La mémoire de la tradition parlementaire malienne s’en est allée, sans doute avec moins d’indiscrétion que son éloquent parcours. Assarid Imbarcaouane, vice-président du CNT et Chancelier de l’Ordre National a rendu l’âme, samedi après-midi, à Tunis où il était pris en charge d’urgence après plusieurs séjours infructueux à l’Hopital Golden Life de Bamako. Il rend les armes au bout d’un ultime combat perdu contre la mort, au moment où les espoirs d’une résistance à la maladie étaient plutôt ravivés par les signaux encourageants d’une stabilisation de son état de santé. La glaçante nouvelle de son décès est ainsi tombée comme un couperet sur la tête de ceux qui croyaient toujours à son retour jusqu’à son dernier souffle.
À 75 ans révolus, la disparition du monument consacre le terme d’une vie bien remplie et riche de ses enviables péripéties. De la carrière d’enseignant et d’animateur de jeunesse à celle de redoutable artificier de la scène politique malienne, l’engagement politique est le plus long bail qu’Assarid Ag Imbarcaouane a signé avec l’action publique, depuis l’avènement du parti unique, l’UDPM, dont il fut secrétaire général â Gao et membre du Conseil National par ailleurs.

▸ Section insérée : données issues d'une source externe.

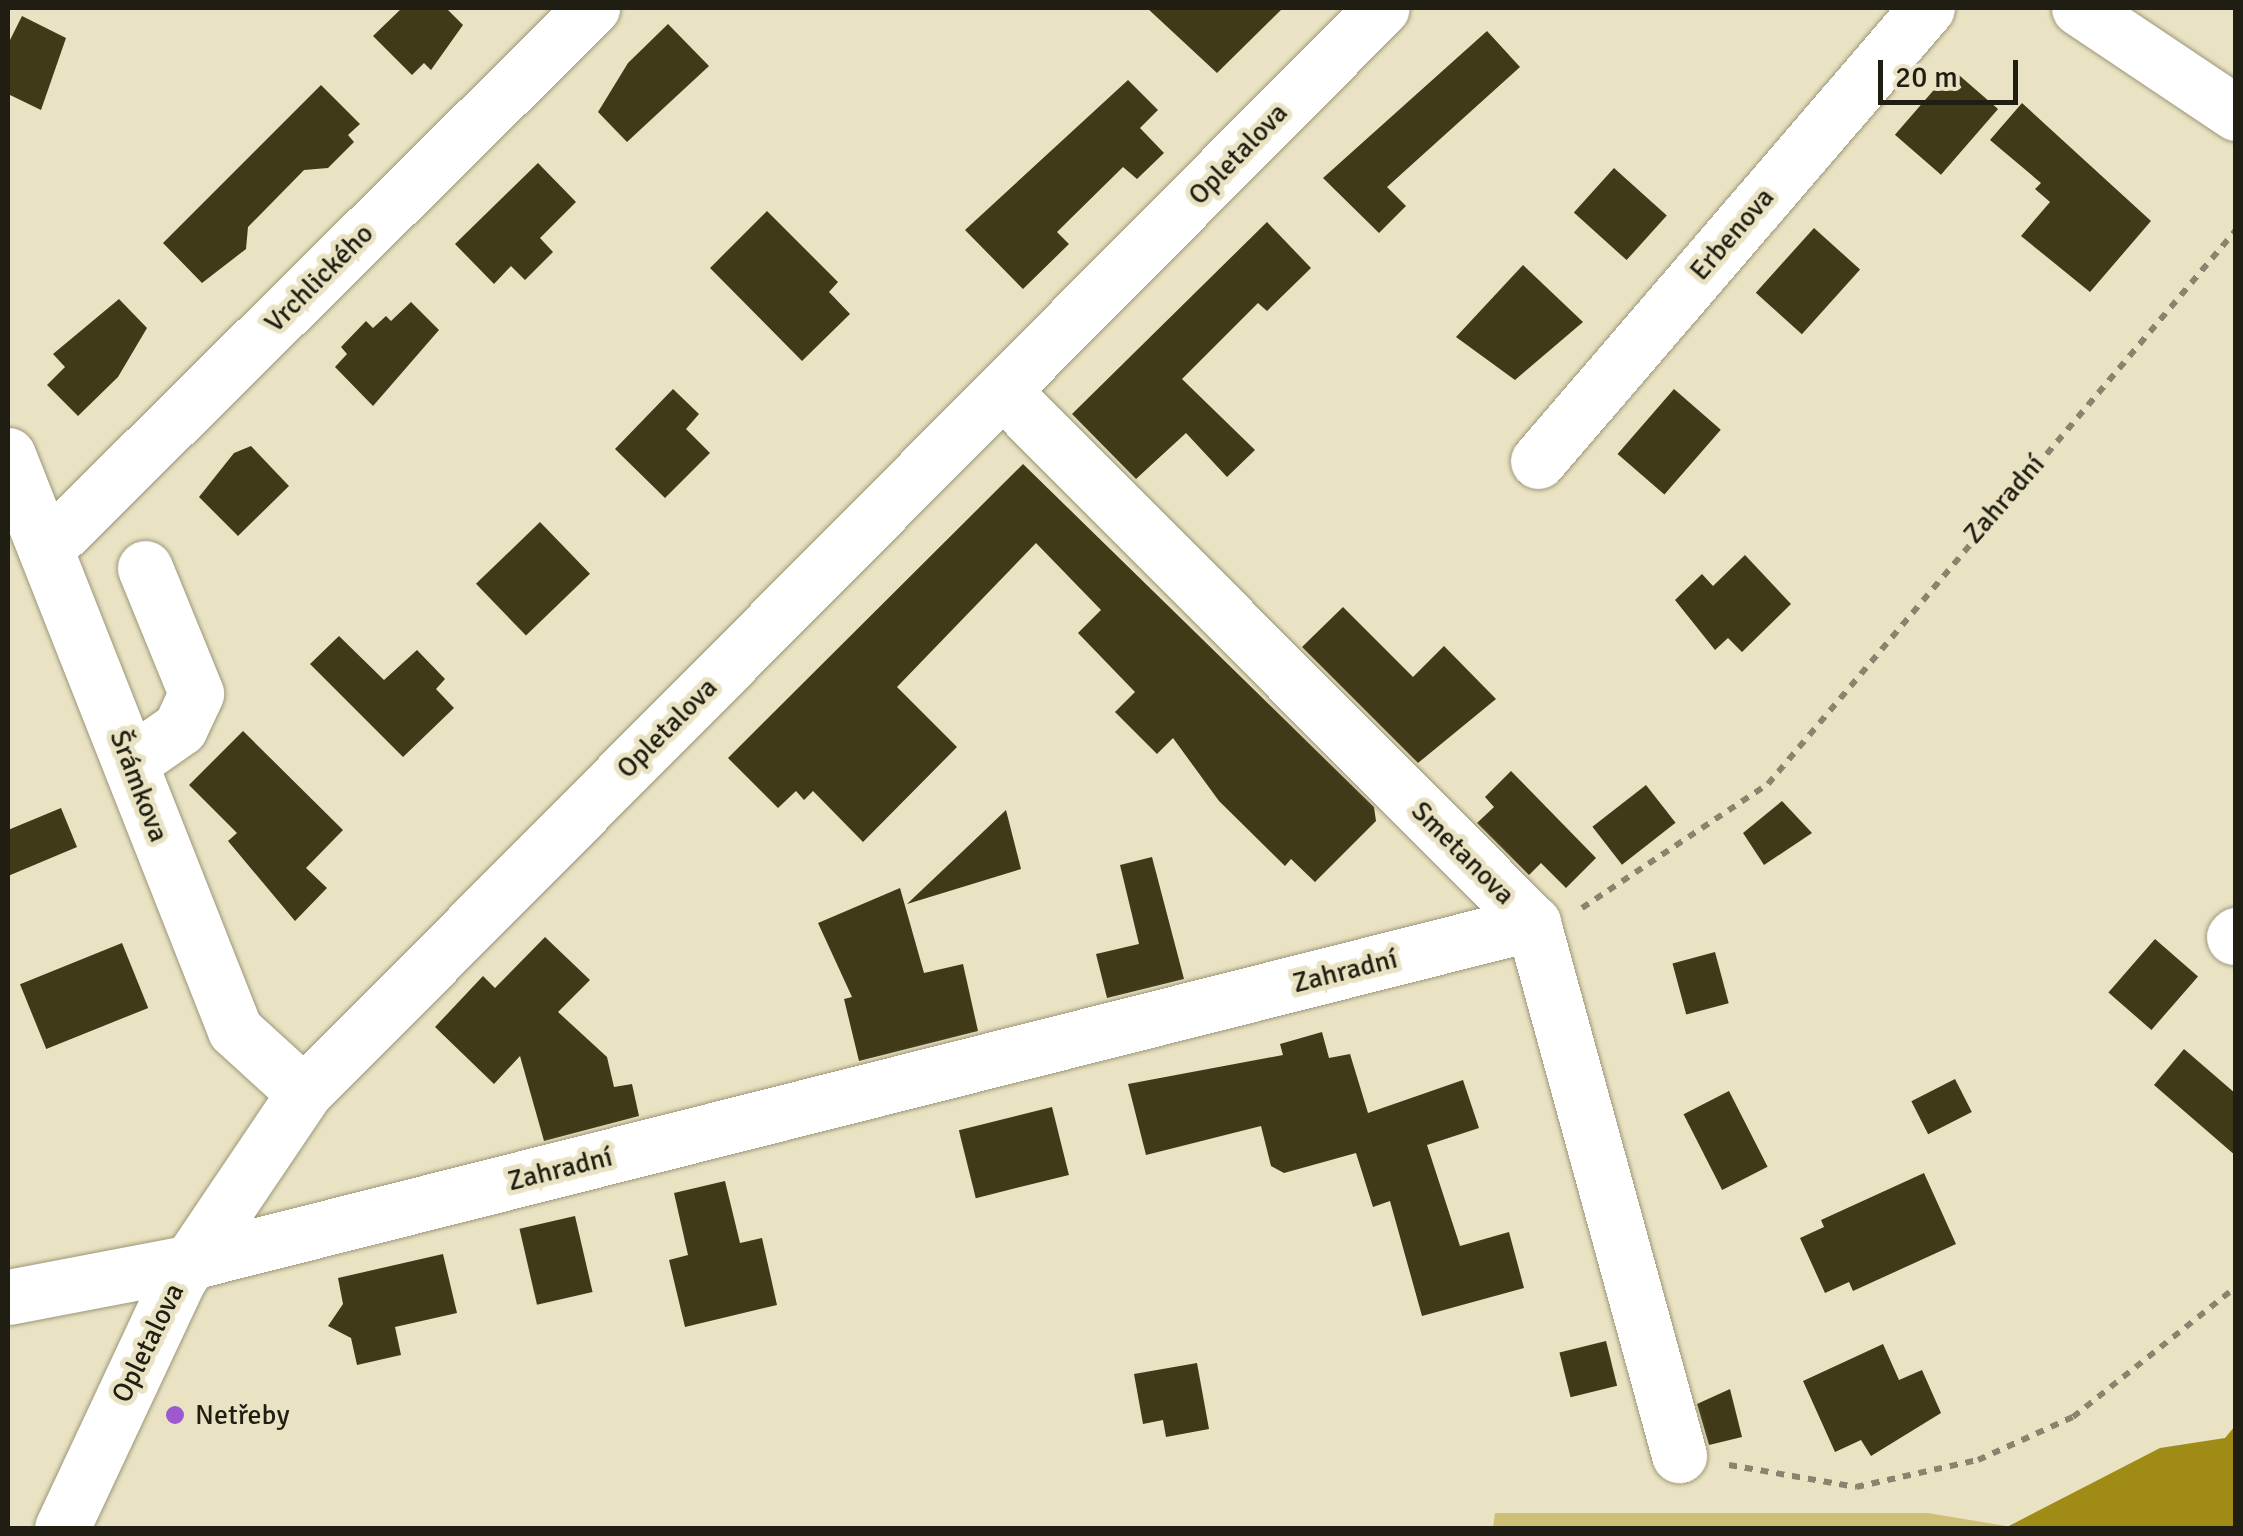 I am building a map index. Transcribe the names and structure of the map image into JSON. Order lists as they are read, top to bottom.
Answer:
{
  "streets": {
    "street": [
      "Opletalova",
      "Erbenova",
      "Vrchlického",
      "Zahradní",
      "Šrámkova",
      "Smetanova"
    ]
  },
  "crossings": [
    ["Opletalova", "Zahradní"],
    ["Opletalova", "Šrámkova"],
    ["Opletalova", "Smetanova"],
    ["Vrchlického", "Šrámkova"],
    ["Zahradní", "Smetanova"]
  ],
  "places": ["Netřeby"],
  "scale_bar": "20 m"
} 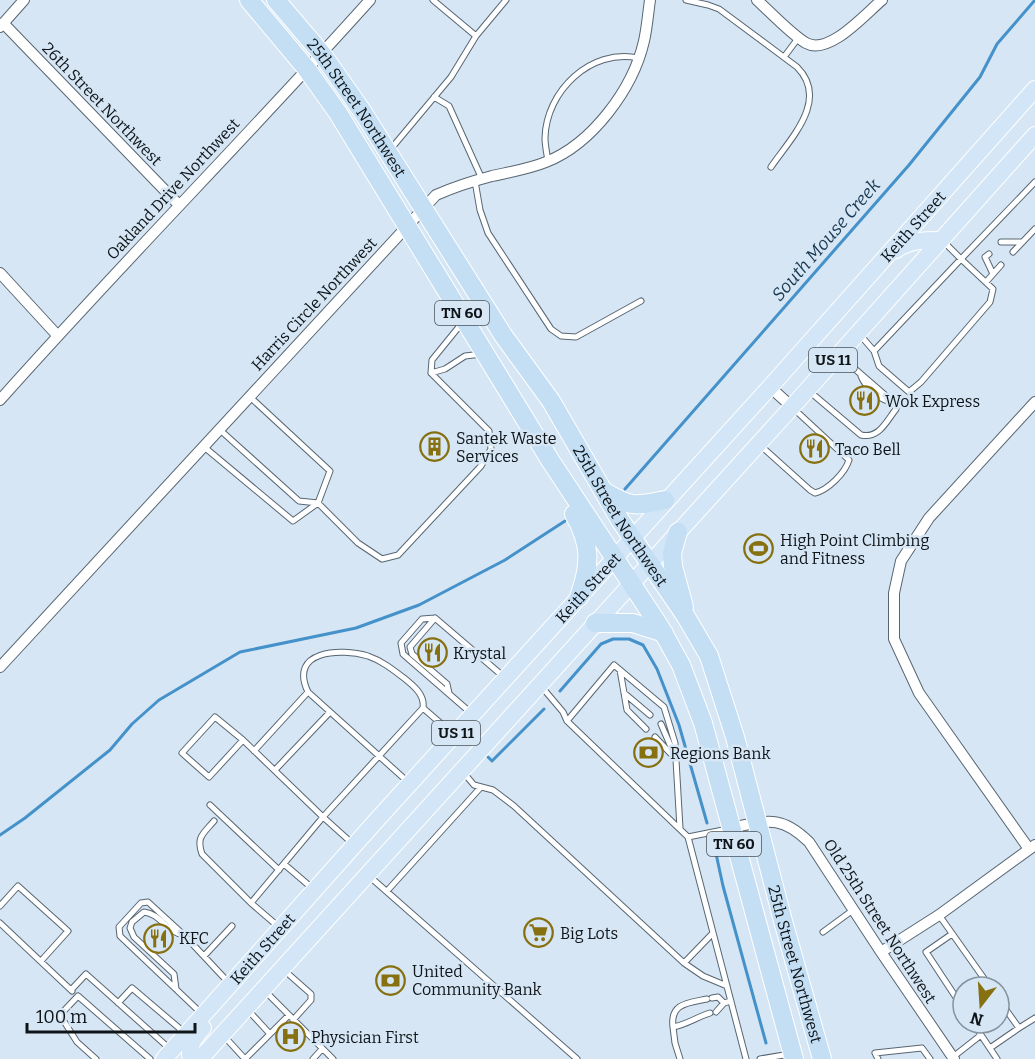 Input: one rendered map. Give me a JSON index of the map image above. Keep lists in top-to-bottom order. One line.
{"streets":{"highway":["25th Street Northwest","TN 60"],"main road":["Keith Street","US 11"],"street":["26th Street Northwest","Oakland Drive Northwest","Harris Circle Northwest","Old 25th Street Northwest"]},"crossings":[["26th Street Northwest","Oakland Drive Northwest"],["25th Street Northwest","Oakland Drive Northwest"],["25th Street Northwest","Keith Street"],["25th Street Northwest","Harris Circle Northwest"],["25th Street Northwest","Old 25th Street Northwest"]],"water":["South Mouse Creek"],"places":{"restaurant":["Wok Express","Taco Bell","Krystal","KFC"],"building":["Santek Waste Services"],"sports":["High Point Climbing and Fitness"],"bank":["Regions Bank","United Community Bank"],"supermarket":["Big Lots"],"hospital":["Physician First"]},"scale_bar":"100 m","north":"bottom"} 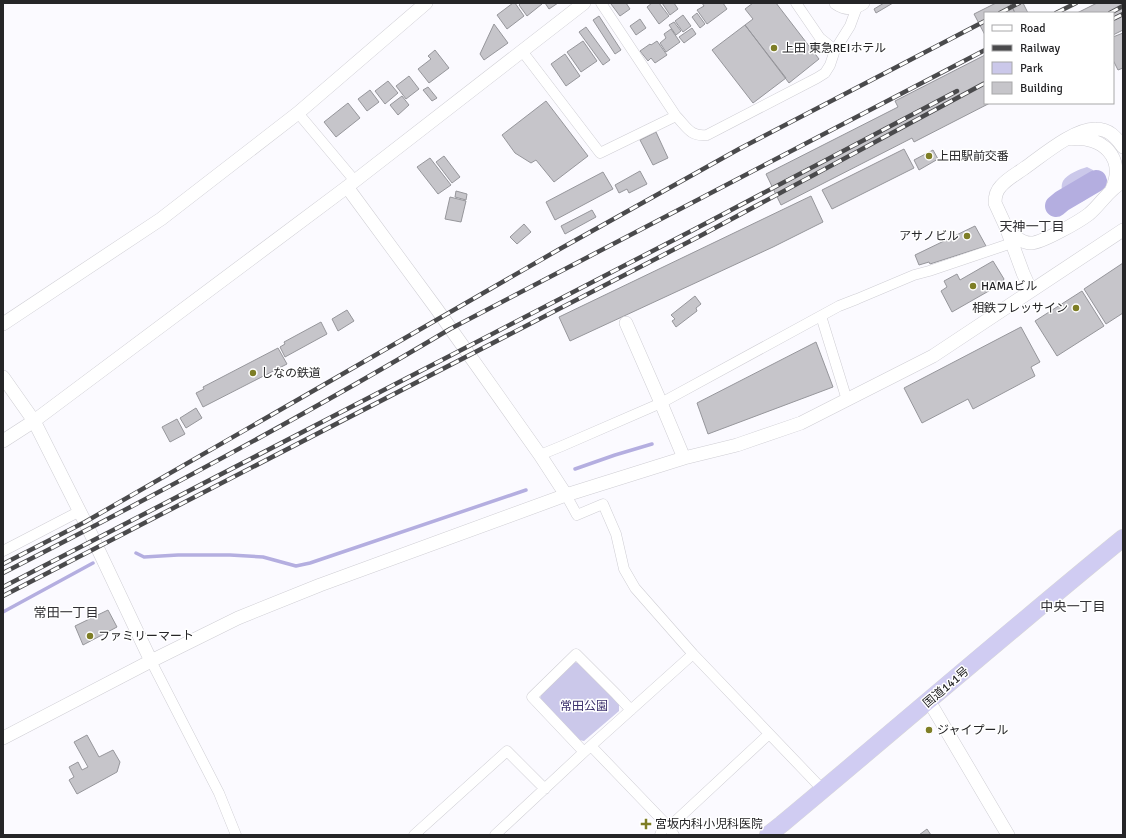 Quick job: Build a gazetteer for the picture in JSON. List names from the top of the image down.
{
  "streets": {
    "highway": ["国道141号"]
  },
  "districts": ["天神一丁目", "中央一丁目", "常田一丁目"],
  "parks": ["常田公園"],
  "places": {
    "other": [
      "上田 東急REIホテル",
      "上田駅前交番",
      "アサノビル",
      "HAMAビル",
      "相鉄フレッサイン",
      "しなの鉄道",
      "ファミリーマート",
      "ジャイプール"
    ],
    "health": ["宮坂内科小児科医院"]
  },
  "legend": [
    "Road",
    "Railway",
    "Park",
    "Building"
  ]
} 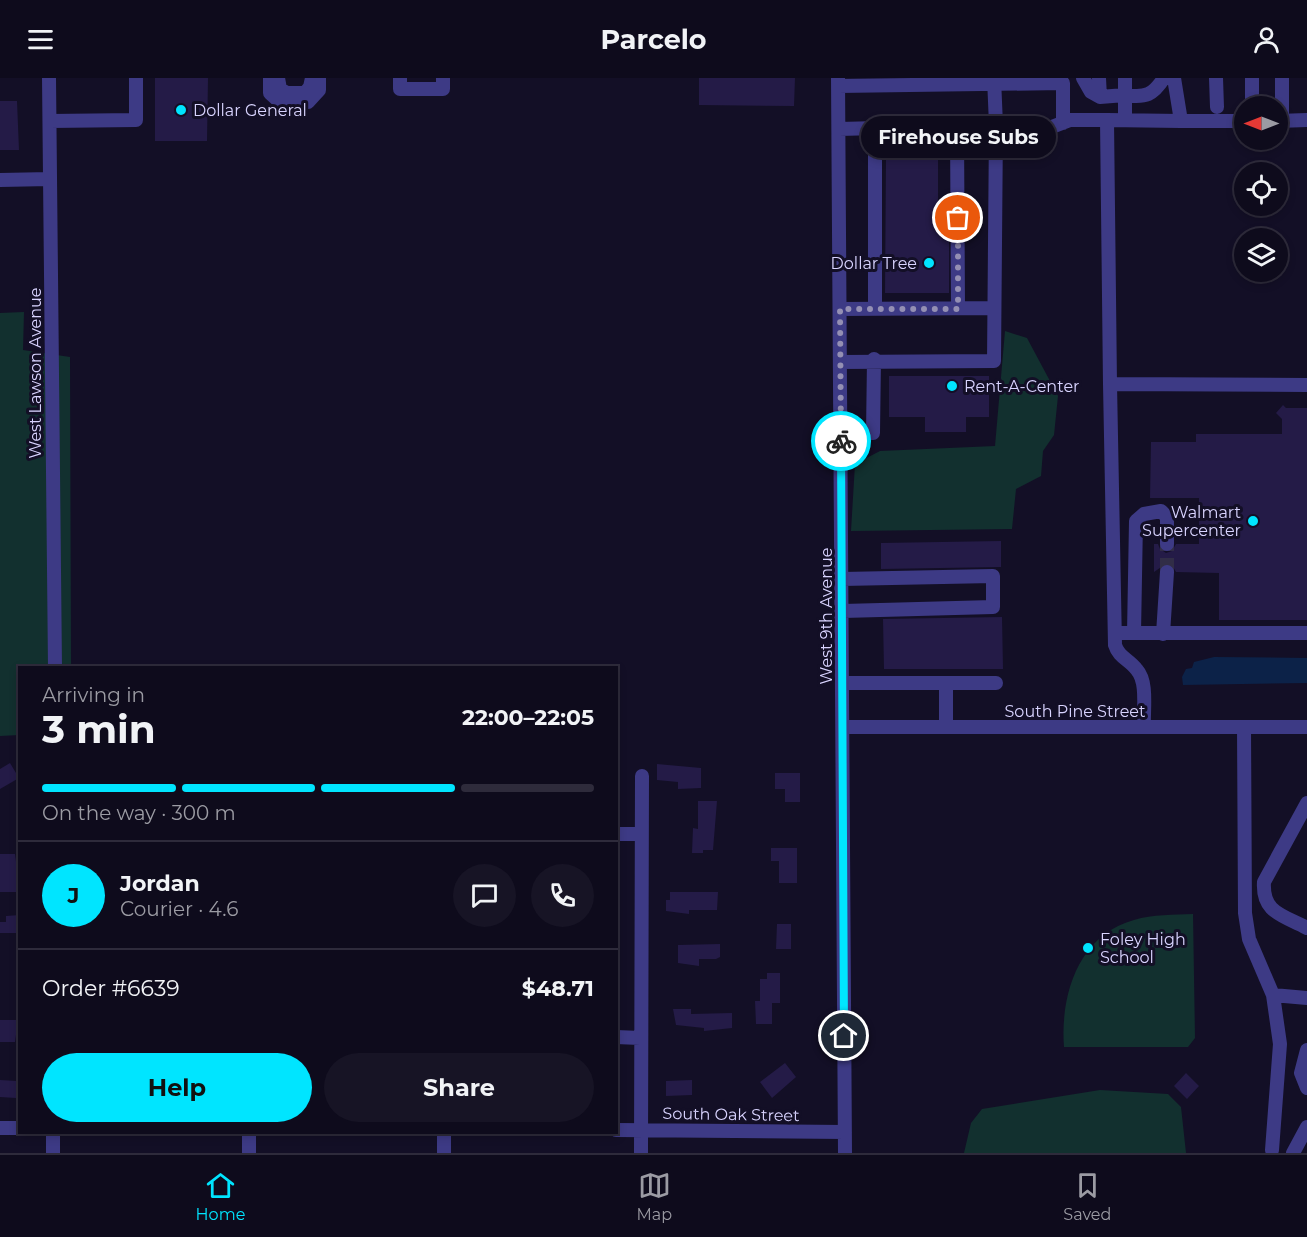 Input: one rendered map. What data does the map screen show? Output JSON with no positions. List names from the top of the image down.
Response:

Mais, le défunt 1er Vice-président du CNT meurt sous la bannière de l’Adema-Pasj, le 25 mai 2024, jour anniversaire du parti de l’Abeille dont il était le porte-étendard indétronable à Gao, à toutes les élections législatives des trente dernières années. Il compte à ce titre 5 législatures à son actif à l’Assemblée nationale où il a grimpé les échelons du poste de secrétaire parlementaire à la présidence par intérim en passant par diverses vice-présidences.
Durant son exceptionnelle carrière parlementaire, l’intrépide orateur des tribunes de l’ACP-UE, défenseur infatigable des causes tiers-mondistes, n’aura été sevré de sa passion pour le travail parlementaire qu’entre 2013 – 2020, avec la scandaleuse inversion des résultats législatifs de son bastion par la Cour constitutionnelle. Une période creuse sur fond de frustration, que ne sauraient combler les fonctions successives de Directeur de cabinet auprès de l’ancien président de la République par intérim, puis de conseiller spécial à la Primature. Interrompu à peine entamé par le coup de force du 18 Août 2020, son retour triomphal à l’hémicycle ne sera effectif qu’avec le recours à son incontournable maîtrise des rouages parlementaires pour conduire la marche de l’organe législatif de transition. Sa disparition consacre ainsi une retraite politique voire un remède à son inguérissable addiction à l’action publique que seule la mort pouvait lui imposer. Ce faisant, l’arène parlementaire malienne en est privée d’une icône irremplaçable pour qui l’adversité politique ne franchit jamais le Rubicon de l’animosité et des contradictions irréversibles, n’affectent jamais la convivialité et les rapports sociaux. Mais, la nation perd surtout en lui ce rempart infranchissable auquel se sont heurtées toutes les tentatives de remise en cause de l’unité nationale, grâce à une loyauté à la République jamais prise en défaut.